In accordance with the principle of universal accessibility, the concept includes a Time Bank, through which citizens can gain access to the facilities and programs by reciprocally donating their time and energy towards the operation of the Hub, thus undercutting the cash economy that has led to such disparities of access to resources. This, perhaps, is what we can learn from our indigenous brothers and sisters.
Research and Presentations
Following a fourteen-week process of community engagement, with five separate noho Marae weekends (staying and sleeping communally at Wairaka Marae), involving continual meetings with community representatives and service providers and through three iterations of design process, the students were ready to present their final proposals to the community. The two presentations were to take place at the new Whakatane District Library and Museum and would involve drawings, models and descriptions of the proposed facilities. They were attended by Councilors, Council staff, Central government politicians and members of the general public.

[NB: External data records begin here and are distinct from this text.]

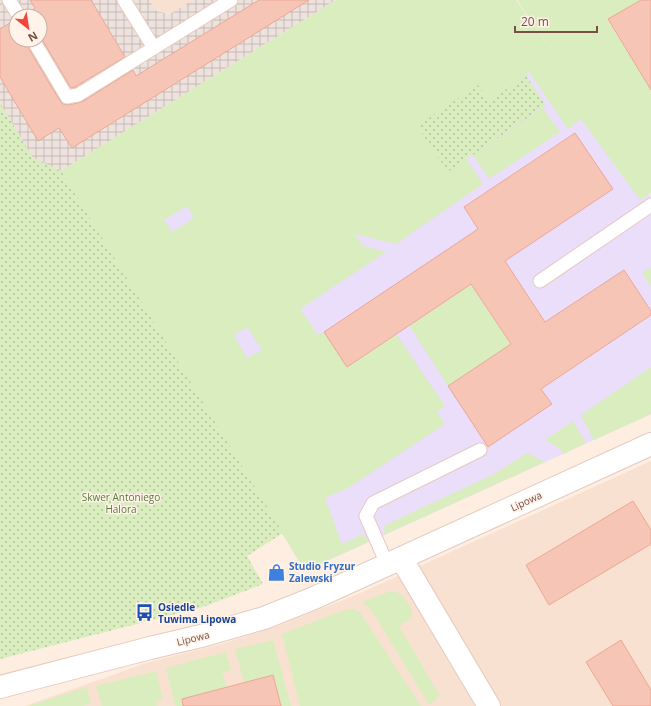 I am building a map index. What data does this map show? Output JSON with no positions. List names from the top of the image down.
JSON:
{
  "streets": {
    "street": ["Lipowa"]
  },
  "parks": ["Skwer Antoniego Halora"],
  "places": {
    "shop": ["Studio Fryzur Zalewski"],
    "bus stop": ["Osiedle Tuwima Lipowa"]
  },
  "scale_bar": "20 m",
  "north": "bottom right"
} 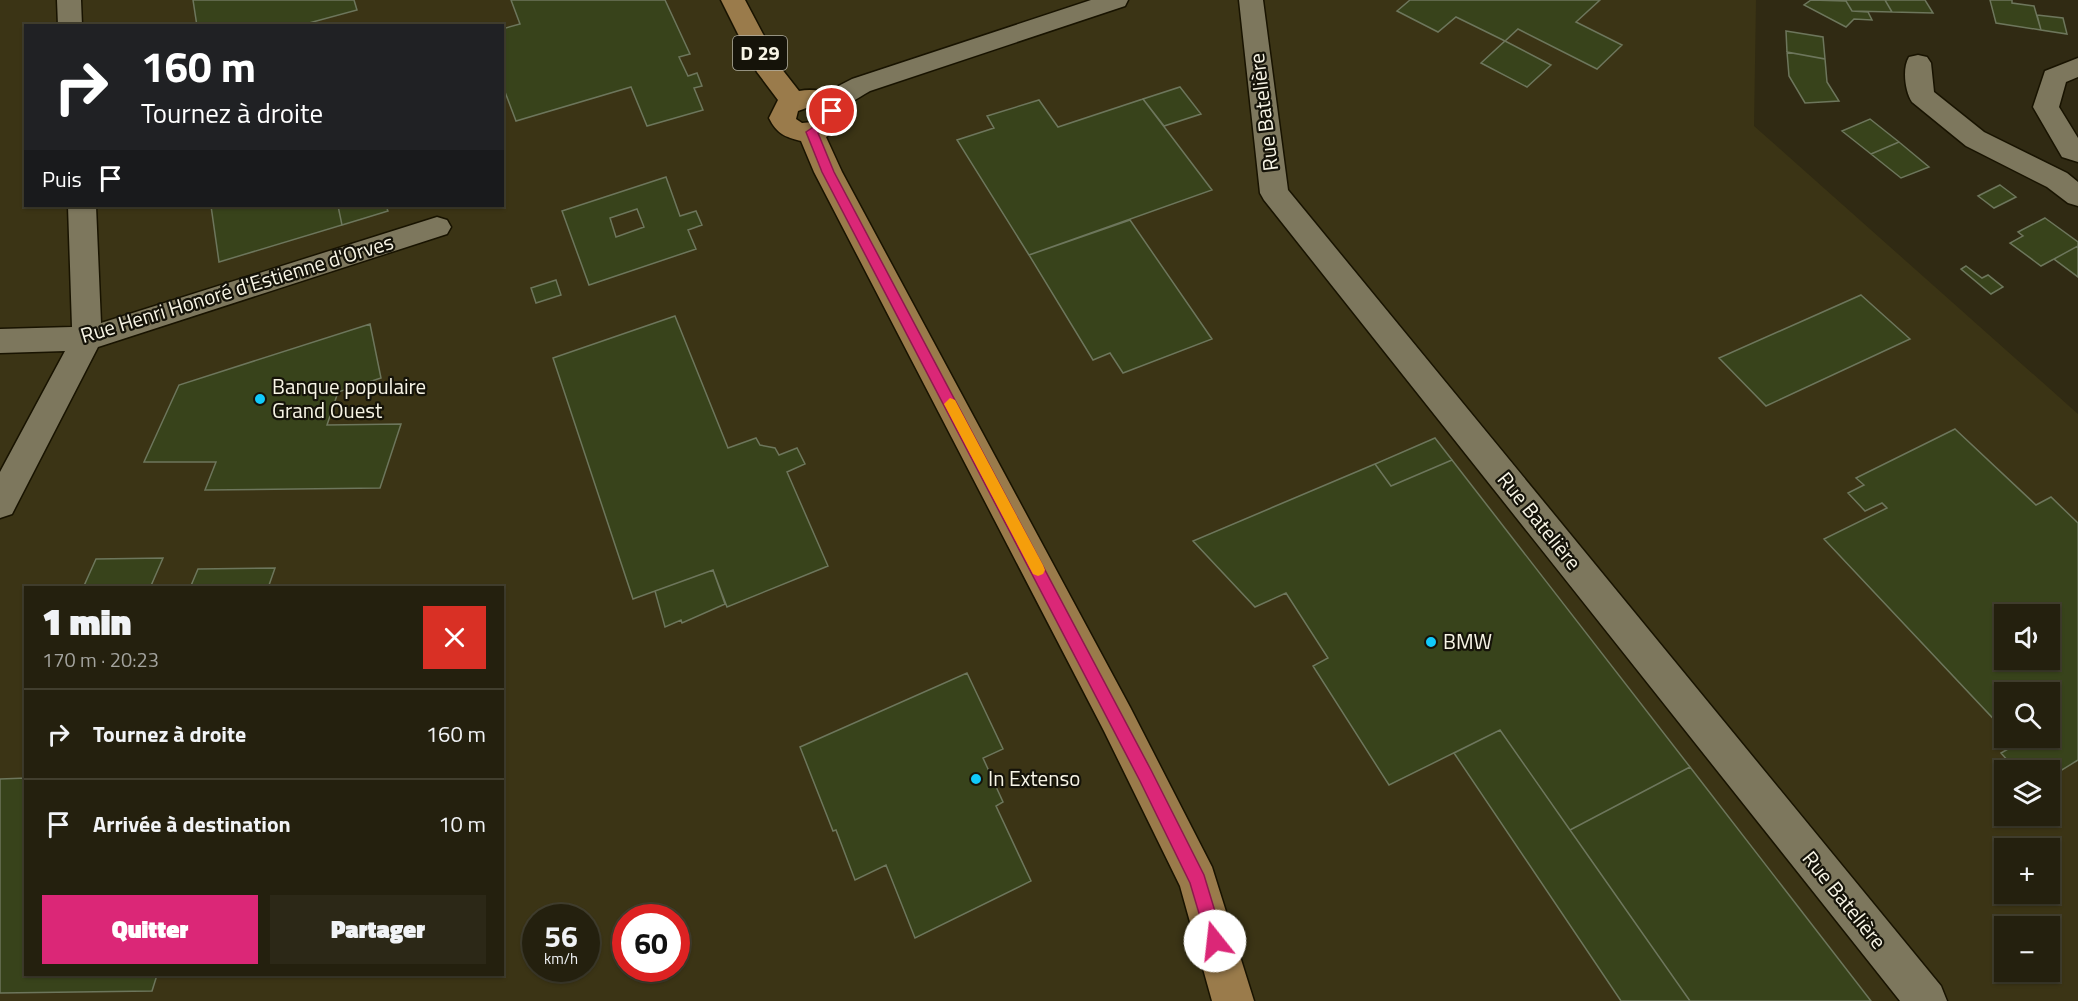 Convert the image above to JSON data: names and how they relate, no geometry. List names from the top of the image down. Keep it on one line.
{"streets":{"main road":["D 29"],"street":["Rue Batelière","Rue Henri Honoré d'Estienne d'Orves"]},"places":["Banque populaire Grand Ouest","BMW","In Extenso"],"page":{"turn":["160 m","Tournez à droite"],"then":"Puis","heading":["1 min","170 m · 20:23"],"map_buttons":["+","−"],"list":[{"name":"Tournez à droite","value":"160 m"},{"name":"Arrivée à destination","value":"10 m"}],"buttons":["Quitter","Partager"],"speed":"56 km/h","limit":"60"}}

Site 1: The Countdown Supermarket Building
The Countdown proposal involved a three-stage development to allow for more sustainable budgeting. Stage 1 involved the reuse of the existing building – primarily for the service providers, the youth and elderly facilities with a café, a creche, a toy library, classroom spaces, a commercial kitchen and a computer lab all surrounding a central performance space with an upper level recording studio. These were seen as the primary income-generating elements of the proposal.

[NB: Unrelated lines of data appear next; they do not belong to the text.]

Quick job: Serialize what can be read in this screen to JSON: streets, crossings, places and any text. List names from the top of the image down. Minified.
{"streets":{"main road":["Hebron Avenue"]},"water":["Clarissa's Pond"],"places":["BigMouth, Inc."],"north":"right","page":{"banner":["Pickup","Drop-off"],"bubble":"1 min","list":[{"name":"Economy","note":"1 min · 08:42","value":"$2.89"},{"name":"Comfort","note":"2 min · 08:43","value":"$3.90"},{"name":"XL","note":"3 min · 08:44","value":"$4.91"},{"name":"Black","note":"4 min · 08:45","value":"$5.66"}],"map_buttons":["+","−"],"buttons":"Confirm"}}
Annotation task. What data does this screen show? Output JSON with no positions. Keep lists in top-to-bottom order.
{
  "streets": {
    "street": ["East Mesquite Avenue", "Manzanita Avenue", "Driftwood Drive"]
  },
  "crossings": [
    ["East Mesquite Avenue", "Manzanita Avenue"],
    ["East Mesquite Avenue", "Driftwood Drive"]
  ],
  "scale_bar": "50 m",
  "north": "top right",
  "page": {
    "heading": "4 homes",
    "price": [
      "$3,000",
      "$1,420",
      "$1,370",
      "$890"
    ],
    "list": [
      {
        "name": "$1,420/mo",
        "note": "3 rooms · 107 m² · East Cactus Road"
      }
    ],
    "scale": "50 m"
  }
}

The development was planned in three stages to facilitate funding and to allow for an immediate income from the operation of the refurbished existing building.
The primary feature, designed to attract attention and engagement, was a 16m transparent climbing tower, visible from the street and located next to the café. The intention was to bring interest and life to the street and to turn around the seedy economy of the existing street with a state of the art and environmentally and economically sustainable facility. Stage 2 involved the development of a purpose-designed facility for the service providers, releasing more space in the original building for community facilities. Stage 3 involved the development of a connecting gymnasium and work-out facility with associated physical therapies. The three distinct elements of the design were clustered around a central courtyard to be used for farmers markets, cultural and food festival and parkour activities.
Site 2: The High School
Unlike the Countdown site, the green-field opportunity offered more flexibility to include elements that space had not permitted in the alternative proposal. This was not intended as a staged development but as a once-and-for-all proposal. The three basic divisions of activities were retained but were able to be functionally linked in more exciting ways. The facility is approached down a long, formal driveway which carries on as an internal thoroughfare through the building to the gardens and fields beyond. The service providers are located to the east of this thoroughfare, and, once again, the youth facilities are clustered around the other side of the main social/performance space. The cold southerlies are blocked by the gymnasium, leaving the existing all-weather netball courts well protected. Once again, the facility was conceived on two levels with the service providers having their own wing. Wide galleries around the public performance and gymnasium spaces offer opportunities for extra learning and performance spaces as well as for people-watching.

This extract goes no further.